Economists have begun to realize that the fruits of competition for the consumer can be realized with as few as two sellers of a product or service, especially if there is a credible threat of others entering the marketplace as well. Those benefits extend beyond price, to the important dimensions of quality, delivery and innovation.
In the arena of telecommunications, particularly for local telephone service, these fruits are too often dying on the vine. Too many states and localities, including most in Indiana, have made a deal with the devil-in the guise of a monopoly landline service provider-that they and many in the electorate who keep them in power have been too slow to undo.
Details vary, but the bargain struck many decades ago goes something like this. In return for a promise of universal service to city and countryside alike, and with a little extra sweetener in the form of an artificially low rate for residential service, states and regions signed away their rights to the benefits of competition by taking away the rights of all but one company to set up shop.
And so many generations of Hoosiers, like others throughout the nation, have lived knowing only the world of regulated phone service, where commissions hold hearings for public comment on rate increases and the chaos of competition is far away.
Yet today that world is crumbling. Customer counts and revenue for traditional phone-service providers have been in free fall the last several years, as wireless and digital-based phone-service usage has exploded, and businesses who pay the price for artificially low rates enjoyed by households have aggressively explored the alternatives that rapidly evolving technology offer them.
That evolution has produced a competition of sorts, but along two diametric poles. On one side of the street is the stable, familiar, yet ultimately unsustainable realm of regulated service providers. It speaks the language of regulation-devising pricing formulas that address bureaucratic concepts like embedded cost, rate bases and allowable rates of return.
On the other side are the cowboys of capitalism, skimming the most profitable, urban customers from both the regulated behemoths and one another, bundling phone service with a dizzying array of information, communications and entertainment services in ways we’re still trying to get familiar with. No one tells them what to charge, or where to offer their services, for that matter. Yet prices remain in check by the same forces that constrain airlines to match fares of low-cost competitors along routes where competition exists.
It’s mostly a happy story, but with one big catch. The competitive side of the street doesn’t exist in areas of the state lacking access to the networks that make it all work. The world of poor cellular coverage, where broadband Internet access is nonexistent, is a much different place. Connecting those rural areas to the rest of us may be of little commercial value to the forprofit entities that own the networks, but it is of high importance to governments and other institutions that can thrive only when service is universal.

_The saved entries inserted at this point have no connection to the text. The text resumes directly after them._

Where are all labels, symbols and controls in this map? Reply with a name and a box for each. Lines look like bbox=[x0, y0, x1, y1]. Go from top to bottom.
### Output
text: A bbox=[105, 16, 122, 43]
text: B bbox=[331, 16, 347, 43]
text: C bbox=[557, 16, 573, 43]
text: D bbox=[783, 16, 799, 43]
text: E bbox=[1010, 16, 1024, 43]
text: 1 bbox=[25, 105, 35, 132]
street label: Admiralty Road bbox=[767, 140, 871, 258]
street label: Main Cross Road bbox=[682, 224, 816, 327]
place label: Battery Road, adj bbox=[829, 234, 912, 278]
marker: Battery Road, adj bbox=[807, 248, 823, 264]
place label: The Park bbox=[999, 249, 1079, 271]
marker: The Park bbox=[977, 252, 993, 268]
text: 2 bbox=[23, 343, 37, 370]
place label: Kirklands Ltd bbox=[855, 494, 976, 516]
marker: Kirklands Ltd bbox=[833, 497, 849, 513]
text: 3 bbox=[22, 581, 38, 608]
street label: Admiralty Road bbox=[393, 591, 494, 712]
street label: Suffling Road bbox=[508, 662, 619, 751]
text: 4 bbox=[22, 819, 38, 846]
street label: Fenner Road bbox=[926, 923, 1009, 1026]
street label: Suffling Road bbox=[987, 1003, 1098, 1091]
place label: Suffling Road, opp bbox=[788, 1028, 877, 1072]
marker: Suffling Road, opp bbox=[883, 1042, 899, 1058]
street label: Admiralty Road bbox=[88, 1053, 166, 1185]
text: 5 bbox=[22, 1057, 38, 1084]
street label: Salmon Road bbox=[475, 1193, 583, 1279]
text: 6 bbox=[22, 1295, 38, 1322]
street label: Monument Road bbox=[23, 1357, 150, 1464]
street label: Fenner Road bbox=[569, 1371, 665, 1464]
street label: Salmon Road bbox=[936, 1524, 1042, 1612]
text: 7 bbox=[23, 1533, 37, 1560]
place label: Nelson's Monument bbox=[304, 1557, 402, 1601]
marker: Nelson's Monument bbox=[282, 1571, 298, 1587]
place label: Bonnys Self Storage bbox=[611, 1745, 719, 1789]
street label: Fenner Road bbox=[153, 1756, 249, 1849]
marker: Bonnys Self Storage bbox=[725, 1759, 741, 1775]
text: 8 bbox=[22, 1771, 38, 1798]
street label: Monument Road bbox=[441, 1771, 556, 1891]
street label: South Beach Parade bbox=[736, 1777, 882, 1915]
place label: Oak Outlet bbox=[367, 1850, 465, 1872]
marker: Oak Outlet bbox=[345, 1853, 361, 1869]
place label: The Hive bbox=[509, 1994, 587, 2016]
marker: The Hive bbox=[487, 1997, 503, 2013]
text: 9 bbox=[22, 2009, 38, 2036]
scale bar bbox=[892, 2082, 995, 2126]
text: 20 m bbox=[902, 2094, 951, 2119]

The irony is that among the companies best positioned to extend networks statewide to provide the fruits of competition to city and country dwellers alike are the same companies who are already there-the land-line telephone-service providers. Will Indiana’s telecommunications-reform law spur them to invest in their networks to bring about this happy result? We’ll all have to stay tuned.
Barkey is an economist and director of economic and policy study at the College of Business, Ball State University. His column appears weekly. He can be reached by e-mail at pbarkey@ibj.com.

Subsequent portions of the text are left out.